Türkiye’de artık şu gerçek iyi bilinmeli. CHP’ye yapılan her saldırı, sadece bir siyasi partiye değil, doğrudan cumhuriyetin kalbine yapılan saldırıdır. CHP sıradan bir oluşum olarak düşünülemez. Bu ülkenin kurucu partisidir. Altı oka el uzatanlar ülkenin temel direklerine ve kolonlarına da el uzatmaktadır. Taşıyıcı direkleri ve kolonları yıkılan bina çöker. Ülke bu enkazın altında kalır.

AKP iktidarının, CHP üzerinde uyguladığı hukuk dışı baskılar devam ederse, bunun geriye dönülmesi mümkün olmayan sonuçları olacaktır. Demokrasiye, laikliğe, sosyal devlete ve hukuk devletine verilen darbeler artık saklanamaz bir boyuttadır. Ülkemiz, anayasasındaki “demokratik, laik, sosyal hukuk devleti” tanımını fiilen kaybetmiştir. Bu karanlık tablo gelecek kuşaklara bırakacağımız en kötü, en korkunç mirastır.

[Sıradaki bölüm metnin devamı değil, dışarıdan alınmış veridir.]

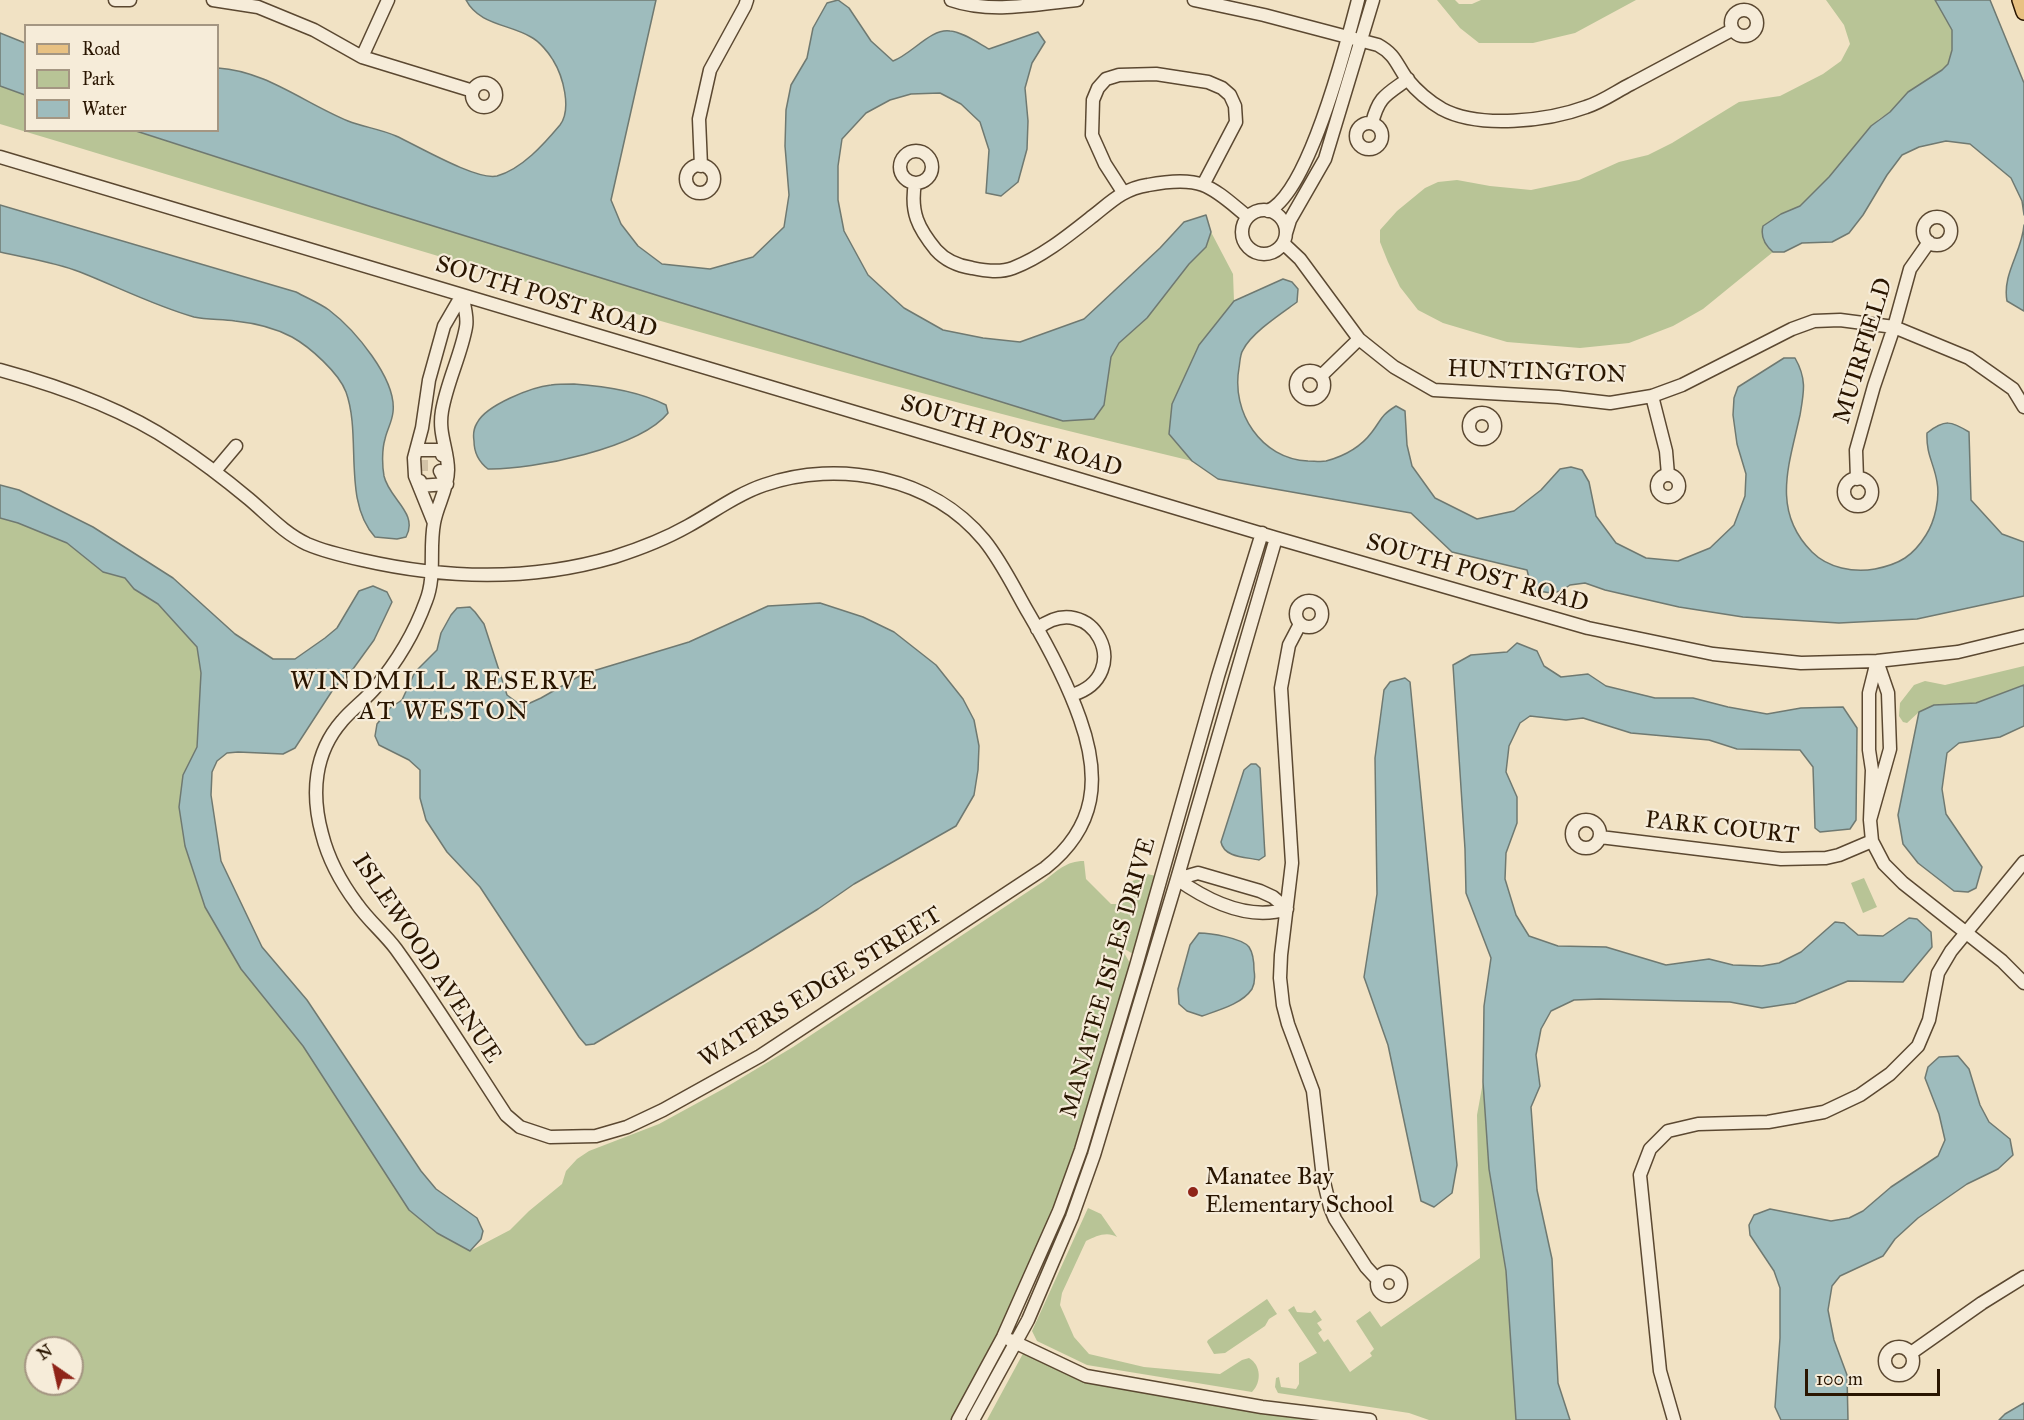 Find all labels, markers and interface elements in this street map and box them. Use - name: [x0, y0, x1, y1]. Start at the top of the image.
- legend: [24, 24, 219, 132]
- text: Road: [82, 38, 120, 60]
- text: Park: [82, 68, 115, 90]
- text: Water: [82, 98, 126, 120]
- street label: SOUTH POST ROAD: [432, 251, 660, 345]
- street label: MUIRFIELD: [1828, 275, 1900, 427]
- street label: HUNTINGTON: [1447, 355, 1627, 391]
- street label: SOUTH POST ROAD: [897, 390, 1125, 484]
- street label: SOUTH POST ROAD: [1362, 528, 1592, 620]
- district label: WINDMILL RESERVE AT WESTON: [290, 667, 598, 728]
- street label: PARK COURT: [1644, 807, 1800, 851]
- street label: MANATEE ISLES DRIVE: [1055, 834, 1163, 1122]
- street label: ISLEWOOD AVENUE: [345, 849, 507, 1069]
- street label: WATERS EDGE STREET: [694, 901, 948, 1075]
- place label: Manatee Bay Elementary School: [1205, 1164, 1394, 1220]
- marker: Manatee Bay Elementary School: [1186, 1185, 1200, 1199]
- north arrow: [24, 1336, 84, 1396]
- text: N: [34, 1341, 56, 1364]
- scale bar: [1808, 1357, 1943, 1395]
- text: 100 m: [1816, 1368, 1863, 1390] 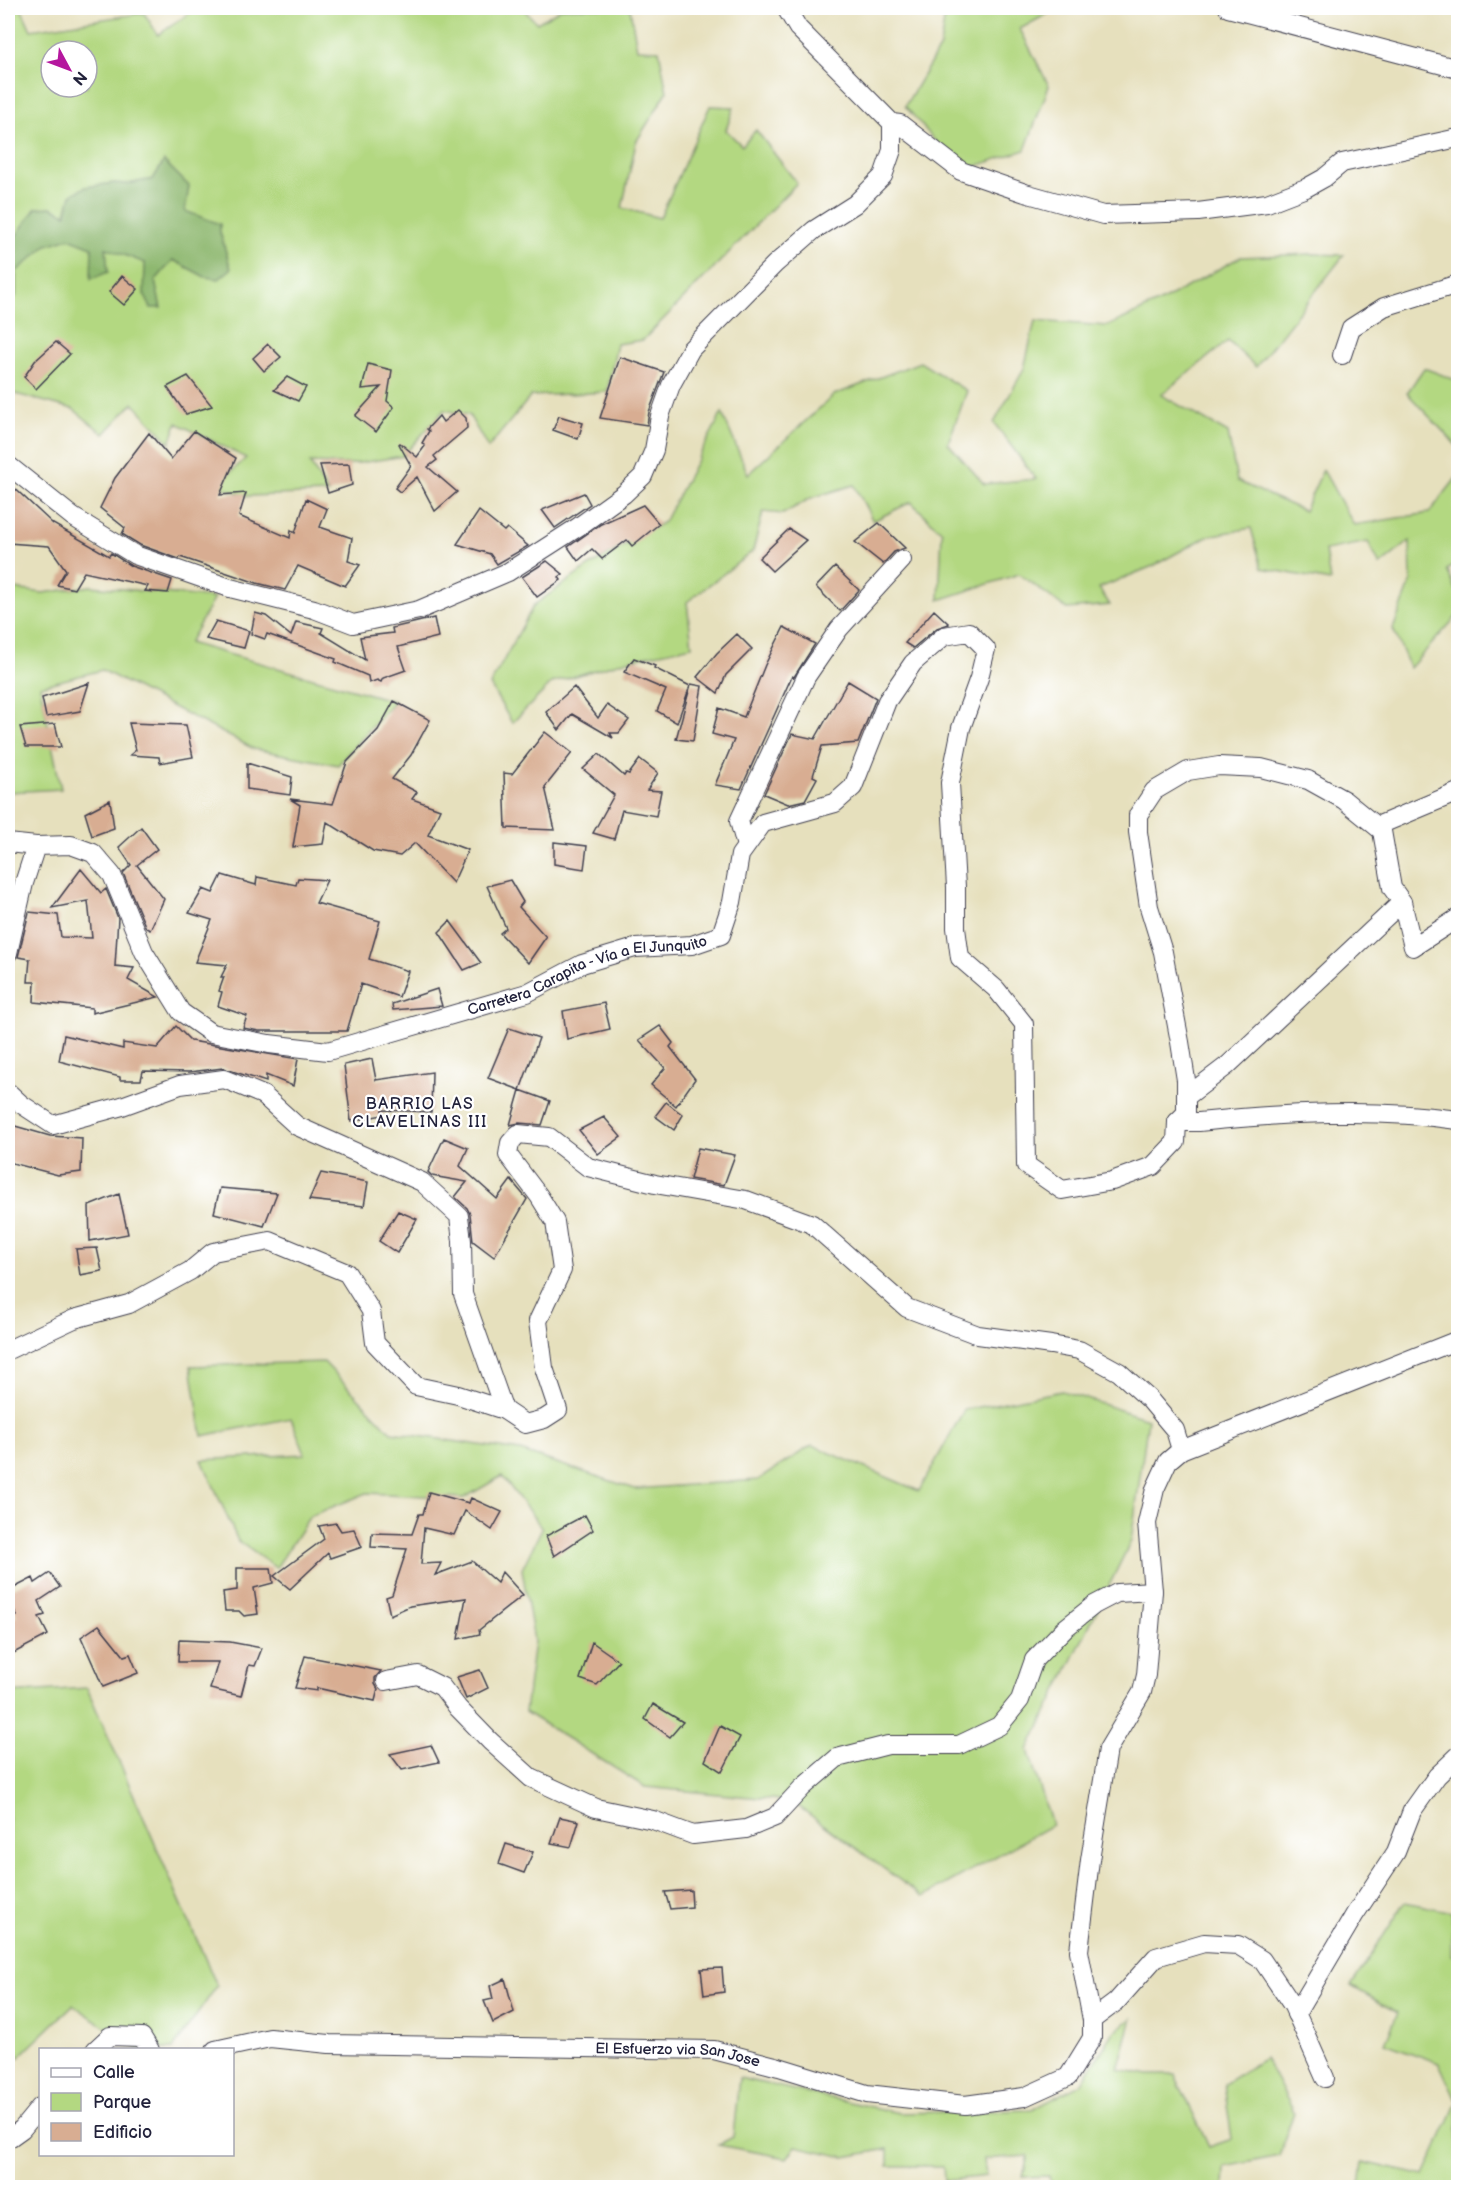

Israrla ve altını çizerek yazıyorum: bu baskılar sadece CHP ile sınırlı değildir. CHP’yi hedef alarak; demokrasi, laiklik, sosyal devlet ve hukuk devletini bir bütün olarak yok etmek istiyorlar. AKP iktidarı bu ısrarcı karanlık emelinde asla yalnız değildir. Emperyalist güçlerle bağlantı içindedir. Örneğin, AKP iktidarının ABD’deki desteği olmasaydı, tek başına bir hiçten ibaret olacağı iddia edilebilir. Bu nedenle CHP’li olsun ya da olmasın, ülkenin tüm demokrasi güçlerinin CHP’ye sahip çıkması hem zorunlu, hem de yaşamsaldır.

Olayın bir de ekonomik boyutu vardır. CHP ve yöneticilerine yapılan darbeler sadece özgürlüklerin gaspı ile sınırlı kalmıyor; ağır, dayanılması güç ekonomik yıkım da getiriyor. 19 Mart 2025’te İstanbul Belediye Başkanı ve CHP’nin cumhurbaşkanı adayı Ekrem İmamoğlu’na yapılan darbe yüz milyarlarca dolar kayba neden olmuştur.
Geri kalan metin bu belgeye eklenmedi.